If authority for the above proposition were needed, it is to
be found in Archbold’s Criminal Pleading, Evidence and
Practice, 33rd edition, page 201, paragraph 361:-
"Where several prisoners are included in the same
indictment, the jury may find one guilty and acquit the
others, and vice versa. But if several are indicted for a
riot, and the jury acquit all but two, they must acquit
those two also, unless it is charged in the indictment, and
proved, that they committed the riot together with some
other person not tried upon that indictment. 2 Hawk. c. 47.
s. 8. And, if upon an indictment for a conspiracy, the jury
acquit all the prisoners but one, they must acquit that one
also, unless it is charged in the indictment, and proved,
that he conspired with some other person not tried upon that
indictment. 2 Hawk. c. 47. s. 8; 3 Chit.

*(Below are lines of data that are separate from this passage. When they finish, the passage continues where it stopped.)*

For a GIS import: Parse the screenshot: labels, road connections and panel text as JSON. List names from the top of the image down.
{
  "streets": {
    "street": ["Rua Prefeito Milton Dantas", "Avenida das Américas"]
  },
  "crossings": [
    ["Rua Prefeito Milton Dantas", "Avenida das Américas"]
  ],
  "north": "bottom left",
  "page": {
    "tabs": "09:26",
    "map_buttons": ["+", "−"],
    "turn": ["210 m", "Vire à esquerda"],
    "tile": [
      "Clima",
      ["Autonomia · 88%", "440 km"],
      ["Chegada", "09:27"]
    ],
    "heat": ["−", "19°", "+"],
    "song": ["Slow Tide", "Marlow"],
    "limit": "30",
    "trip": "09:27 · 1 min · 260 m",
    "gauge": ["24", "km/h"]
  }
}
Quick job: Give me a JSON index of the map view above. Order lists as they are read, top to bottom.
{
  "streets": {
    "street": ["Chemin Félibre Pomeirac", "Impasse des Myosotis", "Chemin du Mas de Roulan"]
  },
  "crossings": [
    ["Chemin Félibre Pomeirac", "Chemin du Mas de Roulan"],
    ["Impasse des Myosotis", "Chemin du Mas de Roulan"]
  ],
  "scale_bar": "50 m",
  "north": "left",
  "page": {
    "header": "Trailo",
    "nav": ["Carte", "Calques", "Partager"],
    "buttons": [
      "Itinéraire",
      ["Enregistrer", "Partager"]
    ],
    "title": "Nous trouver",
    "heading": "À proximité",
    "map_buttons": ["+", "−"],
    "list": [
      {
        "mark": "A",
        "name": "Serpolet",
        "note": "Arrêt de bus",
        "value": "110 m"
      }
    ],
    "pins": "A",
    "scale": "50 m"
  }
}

Cr. L., (2nd ed.)
1141; R. v. Thompson, 16 Q.B.D. 832; R. v. Manning, 12.
Q.B.D. 241; R. v. Plummer [1902] 2 K.B. 339".
The King v. Plummer ([1902] 2 K.B. 339) which is
885
cited in support of this proposition was a case in which, on
a trial of indictment charging three persona jointly with
conspiring together, one person had pleaded guilty and a
judgment passed against him, and the other two were
acquitted. It was held -that the judgment passed against
one who had pleaded guilty was bad and could not stand.
Lord Justice Wright observed at page 343:-
"There is much authority to the effect that, if the
appellant had pleaded not guilty to the charge of
conspiracy, and the trial of all three defendants together
had proceeded on that charge, and had resulted in the
conviction of the appellant and the acquittal of the only
alleged co-conspirators, no judgment could have been passed
on the appellant, because the verdict must have been
regarded as repugnant in finding that there was a criminal
http://JUDIS.NIC.IN SUPREME COURT OF INDIA Page 4 of 5
agreement. between the appellant and the others and none
between them and him: see Harrison v. Errington (Popham,
202), where upon an indictment of three for riot two were
found not guilty and one guilty, and upon error brought it
was held a "void verdict", and said to be "like to the case
in 11 Hen. 4, c. 2, conspiracy against two, and only one of
them is found guilty, it is void, for one alone cannot
conspire"."
Lord Justice Bruce at page 347 quoted with approval the
statement in the Chitty’s Criminal Law, 2nd ed., Vol. III,
page 1141:-
"And it is holden that if all the defendants mentioned in
the indictment, except one, are acquitted, and it is not
stated as a conspiracy with certain persons unknown, the
conviction of the single defendant will be invalid, and no
judgment can be passed upon him".
The following observations made by Lord Justice Bruce are
apposite in the context before us:-
"The point of the passage turns upon the circumstance that
the defendants are included in the same indictment, and I
think it logically follows from the nature of the offence of
conspiracy that, where two or more persons are charged in
the same indictment with conspiracy with another, and the
indictment
886
contains no charge of their conspiring with other persons
not named in the indictment, then, if all but one of the
persons named in the indictment are acquitted, no valid
judgment can be passed upon the one remaining person,
whether he has been convicted by the verdict of a jury or
upon his own confession, because, as the record of
conviction can only be made up in the terms of the
indictment, it would be inconsistent and contradictory and
so bad on its face. The gist of the crime of conspiracy is
that two or more persons did combine, confederate, and agree
together to carry out the object of the conspiracy".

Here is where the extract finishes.